# Exercise:
Each line of the records containing "linecap" is to be copied out and returned.

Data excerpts
- Opening Delimiter -

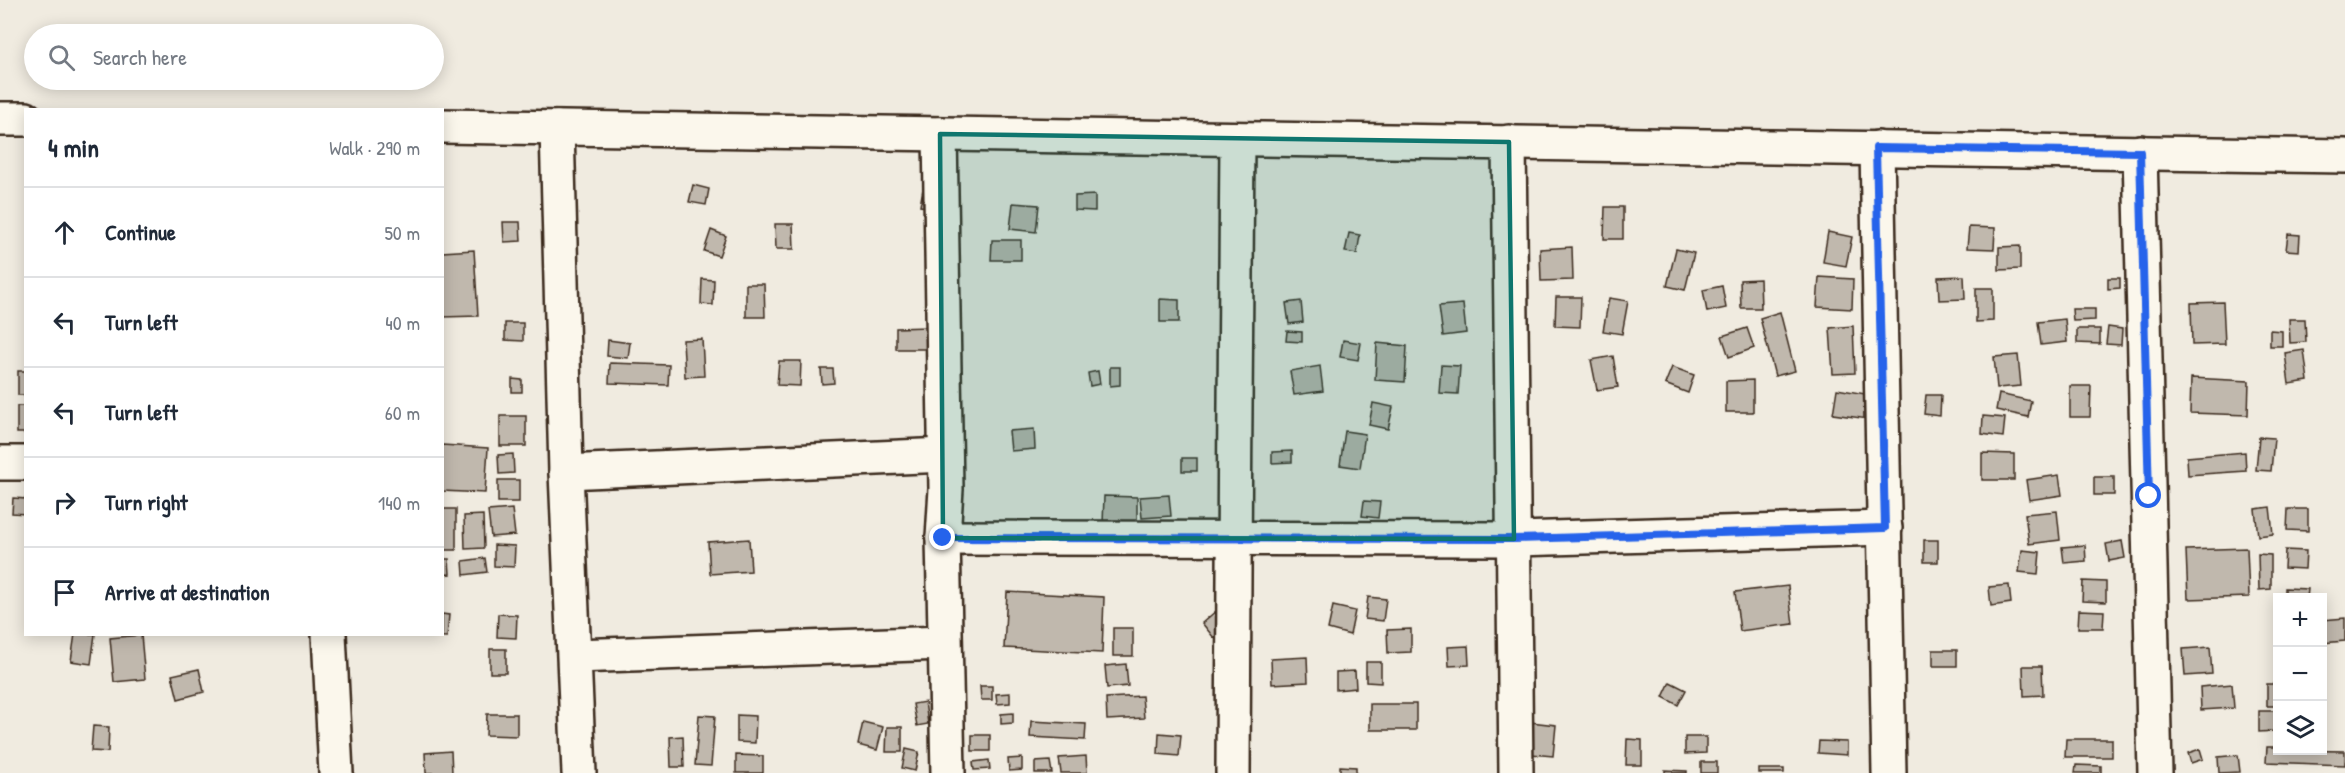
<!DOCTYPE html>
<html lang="en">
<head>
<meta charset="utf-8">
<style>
  :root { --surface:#fff; --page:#f2f2f3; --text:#1f2937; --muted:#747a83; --line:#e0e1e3 }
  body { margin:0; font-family:"Patrick Hand",sans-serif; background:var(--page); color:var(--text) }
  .controls { position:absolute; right:18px; bottom:18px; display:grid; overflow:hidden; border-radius:0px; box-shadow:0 3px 15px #0003 }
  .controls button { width:54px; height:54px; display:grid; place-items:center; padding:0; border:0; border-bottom:2px solid var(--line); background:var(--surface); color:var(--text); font:30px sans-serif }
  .stop { position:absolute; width:18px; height:18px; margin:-14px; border:4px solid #2563eb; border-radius:50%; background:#fff }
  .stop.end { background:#2563eb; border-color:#fff; box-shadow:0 2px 6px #0008 }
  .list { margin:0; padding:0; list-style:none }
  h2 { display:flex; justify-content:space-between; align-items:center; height:78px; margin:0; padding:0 24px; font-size:26px }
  h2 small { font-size:20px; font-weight:400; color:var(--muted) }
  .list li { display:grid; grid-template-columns:39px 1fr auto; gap:18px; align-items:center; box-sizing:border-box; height:90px; padding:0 24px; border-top:2px solid var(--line) }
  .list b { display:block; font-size:22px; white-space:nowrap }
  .list em { font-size:20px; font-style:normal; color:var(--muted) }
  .icon { flex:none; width:33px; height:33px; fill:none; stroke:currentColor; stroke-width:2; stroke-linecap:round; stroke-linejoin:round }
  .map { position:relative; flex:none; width:2345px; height:773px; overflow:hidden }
  .search { position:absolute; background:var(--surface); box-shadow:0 3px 15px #0003; left:24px; top:24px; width:420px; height:66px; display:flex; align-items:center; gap:15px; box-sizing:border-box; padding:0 21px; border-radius:33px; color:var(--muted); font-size:22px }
  .panel { position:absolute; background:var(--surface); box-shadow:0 3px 15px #0003; left:24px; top:108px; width:420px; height:528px; border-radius:0px }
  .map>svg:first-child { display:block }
  .building { fill:#c0b8ad; stroke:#3b2a1e; stroke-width:1.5 }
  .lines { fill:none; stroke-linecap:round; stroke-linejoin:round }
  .minor-casing { stroke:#3b2a1e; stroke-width:38 }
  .minor { stroke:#fbf7ec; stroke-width:33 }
  .route { stroke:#2563eb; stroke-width:8 }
  .marked { fill:#0f766e; fill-opacity:0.2; stroke:#0f766e; stroke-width:4.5; stroke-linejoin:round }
</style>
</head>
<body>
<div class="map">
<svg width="2345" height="773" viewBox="0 0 2345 773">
  <rect width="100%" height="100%" fill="#f0ebe0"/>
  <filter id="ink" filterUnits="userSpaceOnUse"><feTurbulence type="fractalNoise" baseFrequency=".0167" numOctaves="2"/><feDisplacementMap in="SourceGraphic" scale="12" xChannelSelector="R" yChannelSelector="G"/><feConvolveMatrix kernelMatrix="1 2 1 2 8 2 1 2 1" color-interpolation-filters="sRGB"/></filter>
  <g filter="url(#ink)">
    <g class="building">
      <polygon points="693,185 709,189 706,205 689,202"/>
      <polygon points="923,188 936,190 934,208 920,206"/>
      <polygon points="1095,195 1095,211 1075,210 1075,196"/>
      <polygon points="1013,203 1039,205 1036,232 1010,229"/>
      <polygon points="1605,207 1623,207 1623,239 1604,239"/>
      <polygon points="503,222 520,222 521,241 504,242"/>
      <polygon points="775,224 793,224 794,249 776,249"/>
      <polygon points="1969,227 1995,228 1994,249 1967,248"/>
      <polygon points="711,230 726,236 719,256 704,251"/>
      <polygon points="1828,232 1852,237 1846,266 1823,262"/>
      <polygon points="1349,233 1360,235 1357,254 1345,252"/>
      <polygon points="2288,234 2300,235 2299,251 2286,250"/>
      <polygon points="992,240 1021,240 1021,260 991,260"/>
      <polygon points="2020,246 2020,269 1999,270 1999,247"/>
      <polygon points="1572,247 1573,280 1541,281 1540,249"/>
      <polygon points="1676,249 1694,253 1685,290 1667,286"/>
      <polygon points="474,250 478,316 442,317 442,252"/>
      <polygon points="1964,276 1965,299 1939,300 1938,277"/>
      <polygon points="1819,277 1853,279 1852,309 1817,307"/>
      <polygon points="2108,278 2120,278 2120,288 2108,289"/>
      <polygon points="702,279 714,280 713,305 701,304"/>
      <polygon points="1760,279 1761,308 1741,308 1740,280"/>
      <polygon points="746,284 764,284 765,317 746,317"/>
      <polygon points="1722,286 1726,308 1707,312 1703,290"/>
      <polygon points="1976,288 1993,288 1993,321 1976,322"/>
      <polygon points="1556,297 1581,297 1580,327 1555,326"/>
      <polygon points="1609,298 1628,301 1622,334 1603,331"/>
      <polygon points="1160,299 1179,300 1179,322 1160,322"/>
      <polygon points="1301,301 1303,322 1289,324 1286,303"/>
      <polygon points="2223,302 2225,344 2192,345 2191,303"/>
      <polygon points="1463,304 1466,333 1443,336 1439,306"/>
      <polygon points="2072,309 2095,309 2095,320 2073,321"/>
      <polygon points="1780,312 1795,371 1775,376 1760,318"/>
      <polygon points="2065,319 2067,342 2041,345 2038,322"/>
      <polygon points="2289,319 2305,319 2306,342 2290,343"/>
      <polygon points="505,323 523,323 523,341 505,340"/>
      <polygon points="1853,326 1855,373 1833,374 1830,328"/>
      <polygon points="928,327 928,349 896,349 896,328"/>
      <polygon points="2108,327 2122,329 2121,345 2106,344"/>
      <polygon points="1747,328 1754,348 1729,357 1722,336"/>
      <polygon points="2077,329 2100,329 2100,344 2077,343"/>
      <polygon points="2270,330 2282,331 2282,346 2270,346"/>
      <polygon points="1287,331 1302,332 1302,342 1286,341"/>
      <polygon points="702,339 704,376 685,377 683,340"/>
      <polygon points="608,340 630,343 628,358 607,356"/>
      <polygon points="1343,340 1361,343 1358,360 1340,357"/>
      <polygon points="1377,343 1407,346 1405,382 1375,380"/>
      <polygon points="2304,350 2308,381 2289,384 2285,353"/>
      <polygon points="2018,355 2021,386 1997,388 1994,357"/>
      <polygon points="1613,356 1618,387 1597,390 1591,360"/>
      <polygon points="779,361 801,361 800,386 777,385"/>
      <polygon points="610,363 669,365 668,385 609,383"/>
      <polygon points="1441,365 1460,366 1458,394 1439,393"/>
      <polygon points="1320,366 1323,391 1294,395 1290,371"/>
      <polygon points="1110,367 1120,367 1120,385 1110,386"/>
      <polygon points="1672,367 1694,375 1688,393 1665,384"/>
      <polygon points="821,369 833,369 834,383 822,384"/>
      <rect x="18" y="371" width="8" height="24"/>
      <polygon points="1098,371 1100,384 1090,386 1088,373"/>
      <polygon points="2191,378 2249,381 2248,415 2190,413"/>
      <polygon points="512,379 522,380 522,392 512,392"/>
      <polygon points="1753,380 1753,412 1726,412 1726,381"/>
      <polygon points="2070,386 2091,386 2090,417 2070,417"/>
      <polygon points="1837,389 1871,395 1868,419 1833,414"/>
      <polygon points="1999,394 2031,401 2028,417 1996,410"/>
      <polygon points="1926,395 1941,395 1940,416 1924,414"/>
      <polygon points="1373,403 1393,407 1388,429 1369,425"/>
      <rect x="17" y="406" width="9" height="27"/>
      <rect x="500" y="416" width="26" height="30"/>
      <polygon points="1983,416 2005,418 2003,437 1982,434"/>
      <polygon points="1034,429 1035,449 1011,451 1009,431"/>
      <polygon points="1345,431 1365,434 1360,468 1340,465"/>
      <polygon points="2259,437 2274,438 2271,471 2256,470"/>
      <polygon points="442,445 488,448 485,493 442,491"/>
      <polygon points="1292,451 1292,462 1272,463 1272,452"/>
      <polygon points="2245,452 2246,471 2188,475 2187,457"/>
      <polygon points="1982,453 2014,454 2014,480 1982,480"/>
      <polygon points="513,454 514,473 499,474 498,455"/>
      <rect x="1182" y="458" width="15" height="13"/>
      <polygon points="2059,475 2062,495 2029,500 2026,480"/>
      <rect x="2094" y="477" width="20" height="18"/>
      <rect x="498" y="480" width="21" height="22"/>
      <polygon points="1169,495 1171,516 1142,518 1140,497"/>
      <polygon points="1104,496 1137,497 1137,524 1103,524"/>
      <polygon points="13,498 26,499 26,514 12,513"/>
      <polygon points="1364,501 1380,502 1378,518 1362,516"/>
      <polygon points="2270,507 2273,534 2258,536 2255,509"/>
      <rect x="442" y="509" width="14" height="41"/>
      <polygon points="512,509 515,535 491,537 488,511"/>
      <polygon points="2288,509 2308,509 2308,531 2287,530"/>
      <polygon points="2057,511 2060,540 2029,544 2025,514"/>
      <polygon points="483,515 484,548 465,549 464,516"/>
      <polygon points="749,539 751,571 710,574 708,542"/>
      <rect x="1924" y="540" width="14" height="22"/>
      <polygon points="2122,541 2125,558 2109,561 2106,544"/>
      <polygon points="494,545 515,546 514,567 494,566"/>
      <polygon points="2085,545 2086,561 2064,563 2062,547"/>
      <polygon points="2247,548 2249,597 2188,599 2186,550"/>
      <polygon points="2022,550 2040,552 2038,574 2019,572"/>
      <polygon points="2285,550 2306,551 2305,569 2284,568"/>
      <polygon points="2258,554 2271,555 2271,589 2259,590"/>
      <polygon points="485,558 487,572 464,575 463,561"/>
      <polygon points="442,559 449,559 450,574 442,575"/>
      <polygon points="2083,581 2106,582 2106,602 2082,601"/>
      <polygon points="2009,585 2011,603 1991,606 1989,587"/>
      <polygon points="1788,586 1793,624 1740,631 1735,592"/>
      <polygon points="2285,588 2308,589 2307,598 2285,598"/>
      <polygon points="1007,592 1104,597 1102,653 1004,648"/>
      <polygon points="1368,597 1386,599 1383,621 1365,619"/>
      <polygon points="1333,606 1355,611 1350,635 1328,629"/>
      <polygon points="1217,610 1229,624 1214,638 1202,623"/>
      <polygon points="2079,610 2104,611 2103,628 2078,628"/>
      <polygon points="442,614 449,615 447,637 424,636 442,634"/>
      <polygon points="498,614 517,615 516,638 497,637"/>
      <polygon points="2345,618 2345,641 2322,643 2322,620"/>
      <rect x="1113" y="628" width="20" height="28"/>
      <polygon points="1411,629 1411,652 1388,653 1387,630"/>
      <polygon points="75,634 95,634 91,664 71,661"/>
      <polygon points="141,635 145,679 114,682 110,638"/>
      <polygon points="1468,646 1469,665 1449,666 1448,647"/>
      <polygon points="2210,647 2212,674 2185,676 2183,649"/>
      <rect x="490" y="649" width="16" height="24"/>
      <rect x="1933" y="650" width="24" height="16"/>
      <polygon points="1307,657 1308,682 1272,684 1271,659"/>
      <polygon points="1366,662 1381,662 1381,683 1366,682"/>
      <polygon points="1126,664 1128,686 1107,688 1105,666"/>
      <polygon points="2023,666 2042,666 2043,695 2024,696"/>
      <polygon points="199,669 204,692 178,699 172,675"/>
      <polygon points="1355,671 1356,688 1336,690 1336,672"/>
      <polygon points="1670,682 1686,690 1678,705 1663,697"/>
      <polygon points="2232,684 2234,708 2201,710 2200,687"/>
      <rect x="2267" y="684" width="10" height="22"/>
      <polygon points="980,686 992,686 992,700 981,700"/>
      <polygon points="1010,693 1010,703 997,704 996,694"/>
      <polygon points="1142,696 1144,718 1107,720 1106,698"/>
      <polygon points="925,702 928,724 917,726 913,704"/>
      <rect x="1370" y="704" width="46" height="26"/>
      <polygon points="2259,711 2275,711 2275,731 2259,732"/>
      <polygon points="1013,713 1013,723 1001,724 1001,714"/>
      <polygon points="487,714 517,714 517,736 486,735"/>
      <polygon points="699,715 715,716 711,766 695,765"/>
      <polygon points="737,715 756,716 755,743 737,742"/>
      <polygon points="1031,721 1086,724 1085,740 1030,737"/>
      <polygon points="1522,721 1556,725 1553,756 1520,753"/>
      <polygon points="863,722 883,727 877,750 858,745"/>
      <polygon points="93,726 109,727 108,752 91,751"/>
      <polygon points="887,727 902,727 902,752 886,752"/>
      <polygon points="1159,733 1181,735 1179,756 1158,754"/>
      <rect x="972" y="735" width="18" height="16"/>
      <polygon points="683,736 684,767 671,767 670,737"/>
      <polygon points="1685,737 1706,737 1706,753 1685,754"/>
      <polygon points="1627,739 1642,740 1642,765 1626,765"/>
      <polygon points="2066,739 2112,739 2112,757 2065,757"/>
      <polygon points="1819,741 1847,742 1847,755 1818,753"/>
      <polygon points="2267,747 2278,747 2278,750 2345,751 2345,765 2266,762"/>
      <polygon points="906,749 919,752 915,771 902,768"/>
      <polygon points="2200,749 2203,759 2191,763 2188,753"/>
      <polygon points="451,751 452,773 426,773 425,753"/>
      <polygon points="736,755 763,756 763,773 736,773"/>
      <polygon points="2238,755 2240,772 2219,773 2218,757"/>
      <polygon points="1086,756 1087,773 1061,773 1059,758"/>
      <polygon points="1022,758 1022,770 1009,771 1008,759"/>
      <polygon points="989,760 990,769 974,770 973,762"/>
      <polygon points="1050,761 1052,773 1035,773 1035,762"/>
      <rect x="1701" y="762" width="16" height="11"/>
      <polygon points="2076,765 2101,766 2101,773 2075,773"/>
      <polygon points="1340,766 1356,767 1356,773 1340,773"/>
      <rect x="1759" y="769" width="25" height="4"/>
      <polygon points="1665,770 1687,771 1687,773 1665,773"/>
    </g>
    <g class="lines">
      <defs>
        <g id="minor">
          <polyline points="0,119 26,119"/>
          <polyline points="442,126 2345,156"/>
          <polyline points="557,128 566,472 579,773"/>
          <polyline points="940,134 946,489 943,538 948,773"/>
          <polyline points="1509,142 1516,773"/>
          <polyline points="1877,148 1889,773"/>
          <polyline points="2140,152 2155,773"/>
          <polyline points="0,463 26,463"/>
          <polyline points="566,472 945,455"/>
          <polyline points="943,538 1514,539 1885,528"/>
          <polyline points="329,634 336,773"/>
          <polyline points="575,656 944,643"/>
          <path d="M1233 773C1233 562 1236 350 1237 139"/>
        </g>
      </defs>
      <use href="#minor" class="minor-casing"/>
      <use href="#minor" class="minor"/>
    </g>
  </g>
  <g class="lines" filter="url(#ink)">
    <polyline class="route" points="943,538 1514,539 1885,528 1876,148 2140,152 2149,496"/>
  </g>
  <path class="marked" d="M940 134 1509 142 1514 539 943 538Z"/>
</svg>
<div class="controls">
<button>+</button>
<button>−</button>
<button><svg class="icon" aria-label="layers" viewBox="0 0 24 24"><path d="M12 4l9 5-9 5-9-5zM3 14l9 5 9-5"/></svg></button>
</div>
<div class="stop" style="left:2149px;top:496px"></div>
<div class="stop end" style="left:943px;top:538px"></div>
<div class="search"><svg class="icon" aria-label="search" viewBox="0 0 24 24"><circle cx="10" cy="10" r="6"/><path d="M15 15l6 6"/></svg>Search here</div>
<section class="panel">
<h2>4 min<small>Walk · 290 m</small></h2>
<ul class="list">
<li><svg class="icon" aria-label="ahead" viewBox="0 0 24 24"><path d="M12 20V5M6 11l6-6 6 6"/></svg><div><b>Continue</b></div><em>50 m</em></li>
<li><svg class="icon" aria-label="left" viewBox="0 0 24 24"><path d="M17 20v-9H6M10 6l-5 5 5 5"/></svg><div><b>Turn left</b></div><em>40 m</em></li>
<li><svg class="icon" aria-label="left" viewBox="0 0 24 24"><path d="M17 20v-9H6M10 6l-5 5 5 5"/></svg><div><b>Turn left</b></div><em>60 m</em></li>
<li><svg class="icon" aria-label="right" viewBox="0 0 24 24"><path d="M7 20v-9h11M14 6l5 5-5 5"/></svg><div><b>Turn right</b></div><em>140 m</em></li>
<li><svg class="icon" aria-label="arrive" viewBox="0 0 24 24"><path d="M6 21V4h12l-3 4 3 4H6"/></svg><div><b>Arrive at destination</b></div></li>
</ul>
</section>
</div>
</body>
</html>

- Closing Delimiter -

# Expected answer:
  .icon { flex:none; width:33px; height:33px; fill:none; stroke:currentColor; stroke-width:2; stroke-linecap:round; stroke-linejoin:round }
  .lines { fill:none; stroke-linecap:round; stroke-linejoin:round }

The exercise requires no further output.